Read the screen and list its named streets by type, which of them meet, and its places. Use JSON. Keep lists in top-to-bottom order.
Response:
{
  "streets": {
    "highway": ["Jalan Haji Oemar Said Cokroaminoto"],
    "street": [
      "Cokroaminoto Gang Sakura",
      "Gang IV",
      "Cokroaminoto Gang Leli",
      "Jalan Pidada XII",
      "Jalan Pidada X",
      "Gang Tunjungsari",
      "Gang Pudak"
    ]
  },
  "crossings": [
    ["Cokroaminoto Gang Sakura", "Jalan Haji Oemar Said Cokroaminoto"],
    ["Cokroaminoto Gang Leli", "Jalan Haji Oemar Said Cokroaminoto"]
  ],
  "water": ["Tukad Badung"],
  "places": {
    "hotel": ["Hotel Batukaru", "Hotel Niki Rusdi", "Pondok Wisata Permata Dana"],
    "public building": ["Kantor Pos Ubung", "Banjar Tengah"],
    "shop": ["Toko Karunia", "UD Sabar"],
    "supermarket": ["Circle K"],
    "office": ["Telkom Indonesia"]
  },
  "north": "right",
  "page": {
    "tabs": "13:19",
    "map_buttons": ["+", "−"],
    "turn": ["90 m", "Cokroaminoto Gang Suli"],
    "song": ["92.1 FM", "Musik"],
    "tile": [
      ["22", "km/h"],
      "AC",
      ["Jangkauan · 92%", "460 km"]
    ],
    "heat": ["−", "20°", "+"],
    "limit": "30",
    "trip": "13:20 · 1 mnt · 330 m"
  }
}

■ The problem: Search the entries for the word "Gang" and copy every line that has it.

■ Expected output:
      "Cokroaminoto Gang Sakura",
      "Gang IV",
      "Cokroaminoto Gang Leli",
      "Gang Tunjungsari",
      "Gang Pudak"
    ["Cokroaminoto Gang Sakura", "Jalan Haji Oemar Said Cokroaminoto"],
    ["Cokroaminoto Gang Leli", "Jalan Haji Oemar Said Cokroaminoto"]
    "turn": ["90 m", "Cokroaminoto Gang Suli"],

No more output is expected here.